His lab designed TransNEO as a platform to identify predictors of response and resistance to therapy in breast cancer patients.

“We have taken advantage of the neoadjuvant therapy setting to acquire clinical data in multi-platform profiling of tumors, evaluated the response at the time of surgery, and then in two steps developed the framework to predict response to neoadjuvant therapies,” said Dr. Caldas, Senior Group Leader at the Cancer Research UK Cambridge Institute and Chair of Cancer Medicine, University of Cambridge, United Kingdom; Honorary Consultant Medical Oncologist at Addenbrooke’s Hospital; and Director of the Cambridge Breast Cancer Research Unit.

The first step identified 34 features associated with response to therapy — among them tumor size, age at diagnosis, homologous recombination deficiency score, and lymphocyte density. These features were divided into four classifications — clinical, DNA, RNA, and digital pathology — and reflect cell autonomous compartment features, immune activation, and immune evasion, Dr. Caldas explained. The second step integrated the individual features into a machine learning model that was then validated in an independent dataset.

“You can predict therapy with higher areas under the ROC (receiver operating characteristic) curve as you include more features, but you can still predict, although with less than precision, if you have fewer features,” Dr. Caldas said. This could help determine whether standard-of-care or experimental neoadjuvant therapy should be used for a given patient.

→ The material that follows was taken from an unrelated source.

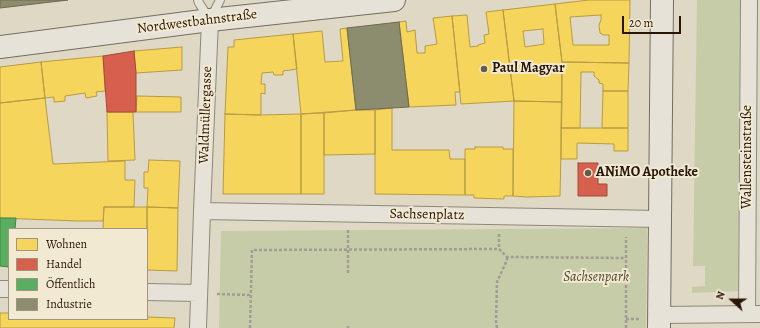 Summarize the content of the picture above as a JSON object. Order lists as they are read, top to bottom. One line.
{"streets":{"street":["Nordwestbahnstraße","Waldmüllergasse","Wallensteinstraße","Sachsenplatz"]},"crossings":[["Nordwestbahnstraße","Waldmüllergasse"],["Waldmüllergasse","Sachsenplatz"]],"parks":["Sachsenpark"],"places":["Paul Magyar","ANiMO Apotheke"],"legend":["Wohnen","Handel","Öffentlich","Industrie"],"scale_bar":"20 m","north":"left"} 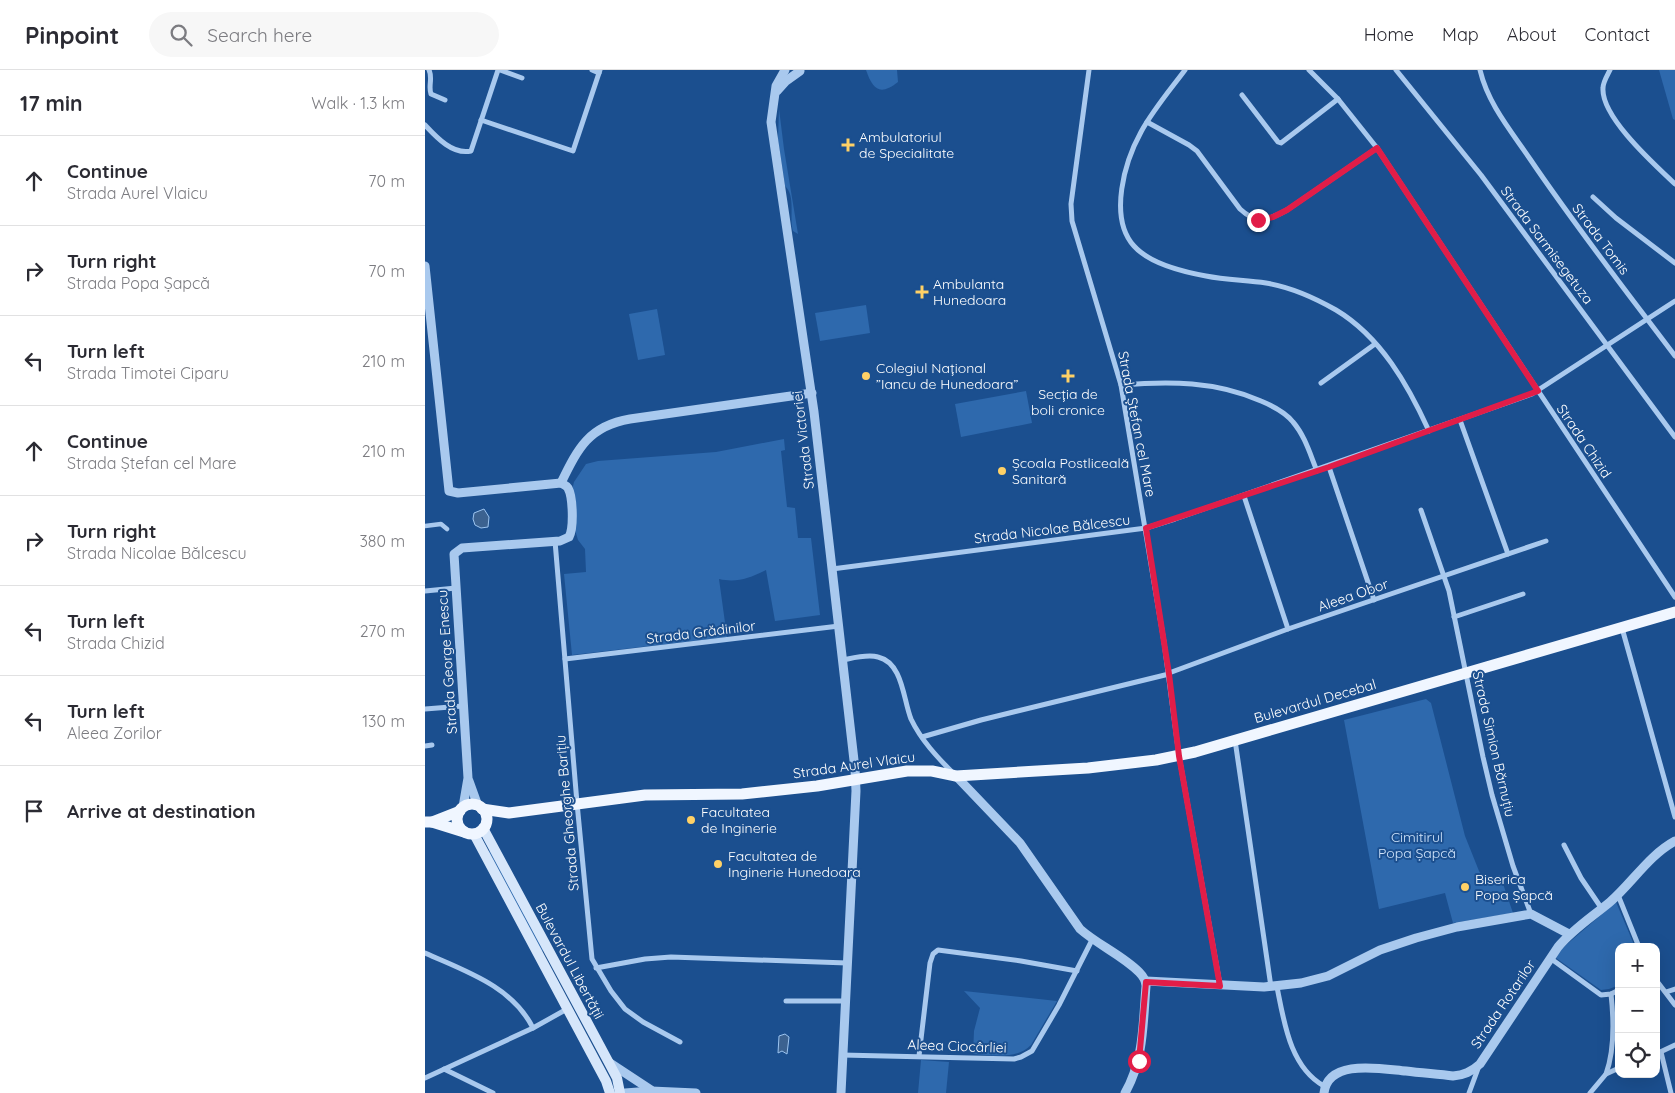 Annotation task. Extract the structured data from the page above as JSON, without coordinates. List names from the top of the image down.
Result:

“You deploy the model in patients that are candidates for neoadjuvant therapy and ask the question using the model: Are they likely to have pathCR (pathologic complete response)?” Dr. Caldas said. If so, the patient should receive standard therapy. If not, enrollment in neoadjuvant clinical trials should be considered, he said.

“The response is determined by the totality of the baseline tumor ecosystem captured through data integration in machine learning. Machine learning models can integrate either fewer or more features, and they are a framework by which you can bring in new features,” Dr. Caldas said, citing levels of circulating tumor DNA, diversity of T cell and B cell receptors, and more sophisticated spatial architecture information as examples.

In HER2-positive tumors, response to treatment appears to be independent of proliferation, but the same is not true of HER2-negative tumors, Dr. Caldas said. The reason for this discrepancy is not known.

Overall, response to breast cancer treatment is modulated by the pre-treated tumor ecosystem, he noted.

“Residual disease is monotonically associated with point mutations in copy number aberration landscapes, tumor proliferation, immune infiltration, and T cell dysfunction and exclusion,” Dr. Caldas said.